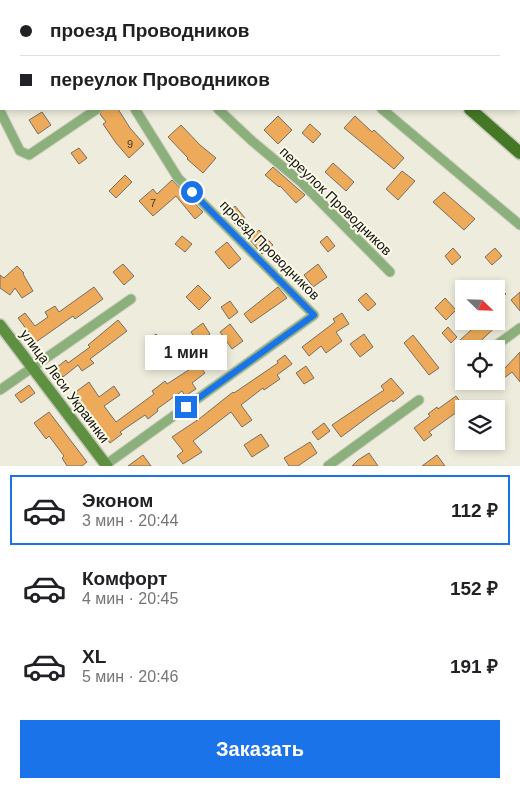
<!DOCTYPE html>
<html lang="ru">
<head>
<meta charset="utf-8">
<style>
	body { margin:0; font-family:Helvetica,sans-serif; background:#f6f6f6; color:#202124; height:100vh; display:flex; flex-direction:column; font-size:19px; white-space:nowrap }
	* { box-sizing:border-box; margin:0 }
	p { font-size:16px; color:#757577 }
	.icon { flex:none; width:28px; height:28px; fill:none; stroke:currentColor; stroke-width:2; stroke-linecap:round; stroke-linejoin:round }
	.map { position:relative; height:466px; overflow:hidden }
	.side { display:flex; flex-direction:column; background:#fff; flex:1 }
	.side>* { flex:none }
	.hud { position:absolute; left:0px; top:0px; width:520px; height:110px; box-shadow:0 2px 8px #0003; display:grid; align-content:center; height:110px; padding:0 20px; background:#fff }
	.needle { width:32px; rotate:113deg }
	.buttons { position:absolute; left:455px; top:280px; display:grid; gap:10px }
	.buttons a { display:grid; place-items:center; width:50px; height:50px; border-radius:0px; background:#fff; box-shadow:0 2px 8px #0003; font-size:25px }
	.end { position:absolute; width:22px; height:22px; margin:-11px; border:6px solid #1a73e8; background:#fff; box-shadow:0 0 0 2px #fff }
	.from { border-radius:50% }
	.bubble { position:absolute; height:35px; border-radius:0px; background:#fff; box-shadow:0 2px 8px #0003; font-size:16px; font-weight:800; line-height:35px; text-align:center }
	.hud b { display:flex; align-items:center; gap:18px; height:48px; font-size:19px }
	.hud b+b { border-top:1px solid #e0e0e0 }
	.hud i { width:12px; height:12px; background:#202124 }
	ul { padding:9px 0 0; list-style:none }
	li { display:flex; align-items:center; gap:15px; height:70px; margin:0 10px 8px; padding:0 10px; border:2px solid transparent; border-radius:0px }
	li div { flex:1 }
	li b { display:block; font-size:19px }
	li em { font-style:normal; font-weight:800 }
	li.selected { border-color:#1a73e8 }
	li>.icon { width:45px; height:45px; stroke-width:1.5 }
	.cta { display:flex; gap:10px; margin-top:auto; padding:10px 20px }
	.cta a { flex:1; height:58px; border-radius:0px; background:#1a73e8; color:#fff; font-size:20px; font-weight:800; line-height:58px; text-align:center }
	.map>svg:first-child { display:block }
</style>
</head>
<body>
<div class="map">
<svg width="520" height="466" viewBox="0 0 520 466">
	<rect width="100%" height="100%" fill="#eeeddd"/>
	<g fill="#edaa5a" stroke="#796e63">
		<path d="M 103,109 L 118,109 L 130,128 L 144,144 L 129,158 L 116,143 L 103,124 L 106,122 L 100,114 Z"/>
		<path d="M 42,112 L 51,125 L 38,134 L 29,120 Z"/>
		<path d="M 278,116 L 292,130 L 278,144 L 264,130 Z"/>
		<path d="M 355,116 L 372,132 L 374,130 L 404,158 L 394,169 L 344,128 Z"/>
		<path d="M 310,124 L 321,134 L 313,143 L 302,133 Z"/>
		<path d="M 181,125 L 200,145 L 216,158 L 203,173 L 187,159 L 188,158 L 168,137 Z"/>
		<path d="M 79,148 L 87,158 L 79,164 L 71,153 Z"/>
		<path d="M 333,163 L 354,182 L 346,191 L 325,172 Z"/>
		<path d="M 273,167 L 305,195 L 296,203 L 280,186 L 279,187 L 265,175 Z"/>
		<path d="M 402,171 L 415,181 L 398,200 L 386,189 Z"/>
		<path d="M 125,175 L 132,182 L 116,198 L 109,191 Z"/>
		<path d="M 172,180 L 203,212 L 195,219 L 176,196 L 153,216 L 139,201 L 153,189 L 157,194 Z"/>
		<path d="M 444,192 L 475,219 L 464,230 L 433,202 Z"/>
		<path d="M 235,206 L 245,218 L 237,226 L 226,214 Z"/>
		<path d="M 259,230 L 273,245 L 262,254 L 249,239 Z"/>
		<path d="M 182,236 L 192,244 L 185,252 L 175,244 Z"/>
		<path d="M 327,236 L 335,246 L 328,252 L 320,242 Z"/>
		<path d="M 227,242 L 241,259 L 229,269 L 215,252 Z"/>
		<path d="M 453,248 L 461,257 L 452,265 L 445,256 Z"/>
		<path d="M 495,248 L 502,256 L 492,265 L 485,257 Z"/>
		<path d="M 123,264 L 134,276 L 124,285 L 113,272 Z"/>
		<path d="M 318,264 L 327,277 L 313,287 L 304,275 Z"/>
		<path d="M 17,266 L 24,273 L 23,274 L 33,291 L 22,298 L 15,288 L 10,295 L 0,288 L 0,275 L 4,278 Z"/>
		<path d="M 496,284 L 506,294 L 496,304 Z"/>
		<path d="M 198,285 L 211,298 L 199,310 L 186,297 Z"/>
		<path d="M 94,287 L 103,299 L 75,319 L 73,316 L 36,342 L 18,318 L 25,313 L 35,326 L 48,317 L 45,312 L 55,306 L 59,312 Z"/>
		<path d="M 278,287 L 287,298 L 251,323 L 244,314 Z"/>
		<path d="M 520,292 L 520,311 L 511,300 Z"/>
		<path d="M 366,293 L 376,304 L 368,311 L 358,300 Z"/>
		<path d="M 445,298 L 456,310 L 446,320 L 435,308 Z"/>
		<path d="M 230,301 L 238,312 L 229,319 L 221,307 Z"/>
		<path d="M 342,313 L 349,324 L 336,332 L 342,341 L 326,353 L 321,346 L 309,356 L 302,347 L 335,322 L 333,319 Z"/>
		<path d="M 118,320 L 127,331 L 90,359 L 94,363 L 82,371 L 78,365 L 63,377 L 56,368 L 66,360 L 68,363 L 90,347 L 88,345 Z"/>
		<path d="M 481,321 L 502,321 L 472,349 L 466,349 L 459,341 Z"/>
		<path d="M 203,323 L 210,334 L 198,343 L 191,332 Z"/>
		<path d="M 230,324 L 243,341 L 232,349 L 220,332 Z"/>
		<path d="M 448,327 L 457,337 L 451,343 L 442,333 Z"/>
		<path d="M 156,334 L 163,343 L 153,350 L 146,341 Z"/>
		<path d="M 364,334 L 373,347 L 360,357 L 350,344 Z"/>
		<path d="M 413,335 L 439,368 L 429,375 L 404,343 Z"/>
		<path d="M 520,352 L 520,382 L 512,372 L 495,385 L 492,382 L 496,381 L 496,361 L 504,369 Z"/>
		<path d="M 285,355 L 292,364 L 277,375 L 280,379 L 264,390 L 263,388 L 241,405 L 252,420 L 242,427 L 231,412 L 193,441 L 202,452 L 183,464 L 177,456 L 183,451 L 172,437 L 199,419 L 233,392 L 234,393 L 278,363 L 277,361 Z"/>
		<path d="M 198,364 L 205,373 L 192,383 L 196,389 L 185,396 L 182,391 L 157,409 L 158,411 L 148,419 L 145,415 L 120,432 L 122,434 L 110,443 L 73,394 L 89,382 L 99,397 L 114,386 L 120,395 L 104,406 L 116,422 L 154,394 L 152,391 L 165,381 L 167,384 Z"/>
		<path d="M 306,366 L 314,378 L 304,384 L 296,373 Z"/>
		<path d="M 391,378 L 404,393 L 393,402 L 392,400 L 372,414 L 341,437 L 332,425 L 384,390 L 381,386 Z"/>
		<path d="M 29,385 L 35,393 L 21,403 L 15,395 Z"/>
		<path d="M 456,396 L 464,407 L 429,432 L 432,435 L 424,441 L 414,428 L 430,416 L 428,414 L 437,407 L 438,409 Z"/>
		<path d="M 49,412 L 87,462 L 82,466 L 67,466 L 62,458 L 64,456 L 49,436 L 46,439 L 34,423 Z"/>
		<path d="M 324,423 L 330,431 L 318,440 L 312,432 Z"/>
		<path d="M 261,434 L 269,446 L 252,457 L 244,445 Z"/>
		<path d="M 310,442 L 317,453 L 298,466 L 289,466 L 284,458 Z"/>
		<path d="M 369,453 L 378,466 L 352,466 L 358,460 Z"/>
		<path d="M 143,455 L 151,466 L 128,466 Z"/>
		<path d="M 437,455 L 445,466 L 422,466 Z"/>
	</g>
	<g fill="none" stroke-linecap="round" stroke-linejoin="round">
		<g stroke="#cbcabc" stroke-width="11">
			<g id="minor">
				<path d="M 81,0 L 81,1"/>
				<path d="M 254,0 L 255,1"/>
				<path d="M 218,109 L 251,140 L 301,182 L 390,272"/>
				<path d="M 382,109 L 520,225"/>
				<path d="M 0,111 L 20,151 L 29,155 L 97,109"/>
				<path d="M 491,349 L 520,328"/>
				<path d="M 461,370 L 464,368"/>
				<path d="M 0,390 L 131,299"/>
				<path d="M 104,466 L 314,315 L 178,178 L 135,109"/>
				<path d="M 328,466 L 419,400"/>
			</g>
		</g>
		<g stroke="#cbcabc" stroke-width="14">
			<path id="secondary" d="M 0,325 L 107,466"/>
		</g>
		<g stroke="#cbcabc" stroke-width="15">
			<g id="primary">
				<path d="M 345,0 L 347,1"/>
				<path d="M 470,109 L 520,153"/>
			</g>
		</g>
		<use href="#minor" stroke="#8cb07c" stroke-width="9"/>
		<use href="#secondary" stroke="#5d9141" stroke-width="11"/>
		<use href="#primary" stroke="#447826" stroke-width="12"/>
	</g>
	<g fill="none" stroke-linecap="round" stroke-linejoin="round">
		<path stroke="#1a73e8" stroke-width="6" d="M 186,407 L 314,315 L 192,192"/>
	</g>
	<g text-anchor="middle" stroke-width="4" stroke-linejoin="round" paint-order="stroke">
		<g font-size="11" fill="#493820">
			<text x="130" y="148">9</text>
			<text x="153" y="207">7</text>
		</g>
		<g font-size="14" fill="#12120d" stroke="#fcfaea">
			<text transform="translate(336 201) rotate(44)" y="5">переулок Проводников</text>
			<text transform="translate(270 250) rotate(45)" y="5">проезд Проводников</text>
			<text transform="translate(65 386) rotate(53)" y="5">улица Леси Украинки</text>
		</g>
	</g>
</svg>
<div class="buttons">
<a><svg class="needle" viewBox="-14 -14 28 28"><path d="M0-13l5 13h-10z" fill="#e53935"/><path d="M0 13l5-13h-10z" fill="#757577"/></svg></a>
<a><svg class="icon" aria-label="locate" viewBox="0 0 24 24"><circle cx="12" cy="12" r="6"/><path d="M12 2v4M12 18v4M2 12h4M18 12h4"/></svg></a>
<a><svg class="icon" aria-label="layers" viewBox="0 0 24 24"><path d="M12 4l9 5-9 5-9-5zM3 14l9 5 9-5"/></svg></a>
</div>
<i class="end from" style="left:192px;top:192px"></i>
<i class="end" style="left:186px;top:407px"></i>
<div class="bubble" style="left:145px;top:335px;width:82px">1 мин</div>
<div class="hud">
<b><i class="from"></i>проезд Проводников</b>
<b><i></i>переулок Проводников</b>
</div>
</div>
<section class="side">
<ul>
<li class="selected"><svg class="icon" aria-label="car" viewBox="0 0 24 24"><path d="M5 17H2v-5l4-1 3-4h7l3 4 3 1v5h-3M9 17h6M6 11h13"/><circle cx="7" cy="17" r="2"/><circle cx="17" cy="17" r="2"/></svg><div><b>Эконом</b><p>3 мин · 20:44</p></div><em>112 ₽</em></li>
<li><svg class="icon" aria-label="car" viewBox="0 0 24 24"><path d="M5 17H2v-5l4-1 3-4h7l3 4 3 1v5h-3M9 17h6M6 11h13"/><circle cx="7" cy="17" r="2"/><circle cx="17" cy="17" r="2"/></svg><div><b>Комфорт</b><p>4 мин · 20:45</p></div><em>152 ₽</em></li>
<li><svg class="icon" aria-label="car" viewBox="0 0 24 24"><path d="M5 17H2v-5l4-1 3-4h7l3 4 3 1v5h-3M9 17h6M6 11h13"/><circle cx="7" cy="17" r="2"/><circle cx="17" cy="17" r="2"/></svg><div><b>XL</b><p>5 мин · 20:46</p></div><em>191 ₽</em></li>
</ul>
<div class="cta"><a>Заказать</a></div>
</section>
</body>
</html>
*****
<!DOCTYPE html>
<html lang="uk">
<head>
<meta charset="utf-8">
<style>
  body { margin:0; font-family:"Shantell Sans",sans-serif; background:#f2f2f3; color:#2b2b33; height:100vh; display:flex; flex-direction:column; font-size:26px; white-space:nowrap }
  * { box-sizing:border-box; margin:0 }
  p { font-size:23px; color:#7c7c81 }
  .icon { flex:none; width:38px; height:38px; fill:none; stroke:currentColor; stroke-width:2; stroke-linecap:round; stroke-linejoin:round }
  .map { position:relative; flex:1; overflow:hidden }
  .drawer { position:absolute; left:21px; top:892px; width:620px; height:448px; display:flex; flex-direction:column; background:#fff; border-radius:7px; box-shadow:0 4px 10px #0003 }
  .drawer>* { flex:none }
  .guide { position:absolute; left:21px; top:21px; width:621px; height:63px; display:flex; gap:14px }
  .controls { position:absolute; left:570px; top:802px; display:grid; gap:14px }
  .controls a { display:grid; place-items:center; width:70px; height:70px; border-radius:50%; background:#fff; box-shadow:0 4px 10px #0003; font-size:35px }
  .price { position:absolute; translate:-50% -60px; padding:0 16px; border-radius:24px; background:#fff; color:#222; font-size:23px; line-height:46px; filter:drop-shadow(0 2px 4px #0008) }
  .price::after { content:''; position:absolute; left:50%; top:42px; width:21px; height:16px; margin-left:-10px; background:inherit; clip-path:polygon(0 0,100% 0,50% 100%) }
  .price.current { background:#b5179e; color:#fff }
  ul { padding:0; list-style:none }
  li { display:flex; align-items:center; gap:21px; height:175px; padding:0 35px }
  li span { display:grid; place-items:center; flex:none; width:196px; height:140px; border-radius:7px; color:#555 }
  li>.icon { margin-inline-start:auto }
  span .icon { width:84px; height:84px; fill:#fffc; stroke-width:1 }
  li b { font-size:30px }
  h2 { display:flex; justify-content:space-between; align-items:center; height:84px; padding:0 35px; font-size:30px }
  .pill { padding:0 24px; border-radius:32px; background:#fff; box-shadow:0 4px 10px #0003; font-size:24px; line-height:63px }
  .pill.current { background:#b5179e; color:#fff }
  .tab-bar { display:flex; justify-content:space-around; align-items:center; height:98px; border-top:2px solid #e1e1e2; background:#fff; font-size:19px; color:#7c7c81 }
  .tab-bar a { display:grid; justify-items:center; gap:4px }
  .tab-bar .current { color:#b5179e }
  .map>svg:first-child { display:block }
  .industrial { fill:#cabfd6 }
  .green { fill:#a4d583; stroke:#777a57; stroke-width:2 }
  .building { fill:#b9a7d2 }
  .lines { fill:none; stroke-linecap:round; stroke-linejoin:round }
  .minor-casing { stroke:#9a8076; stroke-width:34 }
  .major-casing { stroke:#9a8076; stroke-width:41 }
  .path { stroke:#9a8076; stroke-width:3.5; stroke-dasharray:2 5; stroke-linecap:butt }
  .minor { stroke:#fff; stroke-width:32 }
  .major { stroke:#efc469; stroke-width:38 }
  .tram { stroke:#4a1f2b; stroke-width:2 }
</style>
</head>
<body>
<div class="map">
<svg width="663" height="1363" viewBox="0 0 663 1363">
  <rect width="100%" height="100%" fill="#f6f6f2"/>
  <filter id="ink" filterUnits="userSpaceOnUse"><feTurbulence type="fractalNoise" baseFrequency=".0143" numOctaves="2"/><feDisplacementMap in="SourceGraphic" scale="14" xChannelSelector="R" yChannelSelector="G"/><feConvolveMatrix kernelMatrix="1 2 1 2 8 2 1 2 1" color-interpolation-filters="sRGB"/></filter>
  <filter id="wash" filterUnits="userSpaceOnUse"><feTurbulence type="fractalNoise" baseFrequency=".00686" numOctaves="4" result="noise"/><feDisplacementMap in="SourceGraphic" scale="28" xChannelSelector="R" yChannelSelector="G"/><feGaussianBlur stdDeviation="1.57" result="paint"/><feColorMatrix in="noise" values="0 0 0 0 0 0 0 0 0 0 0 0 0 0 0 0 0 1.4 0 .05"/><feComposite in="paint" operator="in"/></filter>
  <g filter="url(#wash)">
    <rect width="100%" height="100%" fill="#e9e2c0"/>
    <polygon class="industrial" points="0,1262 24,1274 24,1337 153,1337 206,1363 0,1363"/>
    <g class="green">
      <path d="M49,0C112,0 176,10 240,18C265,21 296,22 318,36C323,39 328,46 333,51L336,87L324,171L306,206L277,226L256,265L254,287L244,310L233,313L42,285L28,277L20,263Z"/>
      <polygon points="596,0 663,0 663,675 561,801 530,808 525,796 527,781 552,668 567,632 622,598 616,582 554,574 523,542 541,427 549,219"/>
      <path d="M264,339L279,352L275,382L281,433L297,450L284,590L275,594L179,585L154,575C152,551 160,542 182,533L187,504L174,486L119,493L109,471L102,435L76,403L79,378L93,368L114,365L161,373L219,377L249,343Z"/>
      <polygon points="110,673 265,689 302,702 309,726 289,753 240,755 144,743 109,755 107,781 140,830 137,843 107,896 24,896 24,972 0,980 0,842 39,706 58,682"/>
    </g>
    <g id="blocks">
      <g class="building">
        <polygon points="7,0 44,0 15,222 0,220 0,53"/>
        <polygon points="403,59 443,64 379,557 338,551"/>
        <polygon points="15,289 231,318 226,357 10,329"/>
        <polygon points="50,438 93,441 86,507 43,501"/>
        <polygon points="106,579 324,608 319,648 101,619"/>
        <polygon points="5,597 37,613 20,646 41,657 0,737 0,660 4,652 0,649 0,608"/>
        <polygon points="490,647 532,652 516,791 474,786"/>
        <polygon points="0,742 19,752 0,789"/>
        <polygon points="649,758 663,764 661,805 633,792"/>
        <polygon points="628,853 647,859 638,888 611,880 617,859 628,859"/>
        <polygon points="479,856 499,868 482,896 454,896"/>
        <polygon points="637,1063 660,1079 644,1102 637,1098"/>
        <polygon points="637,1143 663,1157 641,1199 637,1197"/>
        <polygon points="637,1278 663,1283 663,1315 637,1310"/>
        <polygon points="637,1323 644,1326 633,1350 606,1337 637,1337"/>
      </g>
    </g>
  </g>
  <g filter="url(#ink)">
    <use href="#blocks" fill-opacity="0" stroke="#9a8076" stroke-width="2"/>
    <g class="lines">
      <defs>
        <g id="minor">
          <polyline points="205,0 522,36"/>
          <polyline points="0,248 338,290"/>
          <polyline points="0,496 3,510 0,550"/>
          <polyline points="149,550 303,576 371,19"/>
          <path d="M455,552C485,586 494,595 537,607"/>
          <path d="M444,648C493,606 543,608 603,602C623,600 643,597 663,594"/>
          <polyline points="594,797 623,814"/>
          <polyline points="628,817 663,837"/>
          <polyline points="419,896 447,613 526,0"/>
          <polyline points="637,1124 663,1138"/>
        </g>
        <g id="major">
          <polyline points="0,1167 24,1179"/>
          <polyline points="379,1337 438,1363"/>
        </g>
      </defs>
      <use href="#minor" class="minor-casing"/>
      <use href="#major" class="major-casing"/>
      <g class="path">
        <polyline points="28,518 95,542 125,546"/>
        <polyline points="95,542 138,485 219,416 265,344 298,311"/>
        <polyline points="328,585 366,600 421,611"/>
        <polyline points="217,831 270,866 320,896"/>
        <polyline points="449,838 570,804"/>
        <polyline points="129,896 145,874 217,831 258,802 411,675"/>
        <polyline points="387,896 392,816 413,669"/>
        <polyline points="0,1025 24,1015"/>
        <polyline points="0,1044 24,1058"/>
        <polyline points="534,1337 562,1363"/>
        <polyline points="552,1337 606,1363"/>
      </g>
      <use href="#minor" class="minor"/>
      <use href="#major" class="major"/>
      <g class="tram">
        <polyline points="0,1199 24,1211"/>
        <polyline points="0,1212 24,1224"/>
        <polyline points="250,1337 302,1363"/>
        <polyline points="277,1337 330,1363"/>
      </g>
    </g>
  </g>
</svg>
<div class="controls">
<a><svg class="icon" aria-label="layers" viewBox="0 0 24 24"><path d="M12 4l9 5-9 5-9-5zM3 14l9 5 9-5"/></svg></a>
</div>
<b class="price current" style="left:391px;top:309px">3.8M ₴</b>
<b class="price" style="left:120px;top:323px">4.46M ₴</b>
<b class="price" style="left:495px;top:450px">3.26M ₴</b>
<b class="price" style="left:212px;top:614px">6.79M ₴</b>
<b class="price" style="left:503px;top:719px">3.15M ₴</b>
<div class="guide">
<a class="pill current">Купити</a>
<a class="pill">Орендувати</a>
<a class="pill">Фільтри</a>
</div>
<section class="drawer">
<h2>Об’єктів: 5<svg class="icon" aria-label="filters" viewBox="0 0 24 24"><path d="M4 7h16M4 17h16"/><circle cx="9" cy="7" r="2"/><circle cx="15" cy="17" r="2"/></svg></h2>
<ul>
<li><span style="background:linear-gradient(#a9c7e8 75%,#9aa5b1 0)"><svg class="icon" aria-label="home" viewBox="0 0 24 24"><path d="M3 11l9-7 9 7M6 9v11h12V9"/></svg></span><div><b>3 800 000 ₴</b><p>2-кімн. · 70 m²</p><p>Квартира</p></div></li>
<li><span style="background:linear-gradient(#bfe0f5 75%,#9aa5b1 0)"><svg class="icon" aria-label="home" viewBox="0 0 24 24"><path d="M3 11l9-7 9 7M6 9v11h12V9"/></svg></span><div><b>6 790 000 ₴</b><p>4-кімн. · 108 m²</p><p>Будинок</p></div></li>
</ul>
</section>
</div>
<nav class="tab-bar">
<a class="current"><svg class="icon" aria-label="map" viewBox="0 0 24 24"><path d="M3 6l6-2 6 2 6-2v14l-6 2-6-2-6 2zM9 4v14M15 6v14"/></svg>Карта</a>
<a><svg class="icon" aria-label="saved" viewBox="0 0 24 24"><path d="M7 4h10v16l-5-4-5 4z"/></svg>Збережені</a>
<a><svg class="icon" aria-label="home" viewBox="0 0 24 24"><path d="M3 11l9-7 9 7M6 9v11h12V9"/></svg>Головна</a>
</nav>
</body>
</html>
*****
Among the lines of the preceding data, which ones hold the word "wash"? List them.

§ Written answer
  <filter id="wash" filterUnits="userSpaceOnUse"><feTurbulence type="fractalNoise" baseFrequency=".00686" numOctaves="4" result="noise"/><feDisplacementMap in="SourceGraphic" scale="28" xChannelSelector="R" yChannelSelector="G"/><feGaussianBlur stdDeviation="1.57" result="paint"/><feColorMatrix in="noise" values="0 0 0 0 0 0 0 0 0 0 0 0 0 0 0 0 0 1.4 0 .05"/><feComposite in="paint" operator="in"/></filter>
  <g filter="url(#wash)">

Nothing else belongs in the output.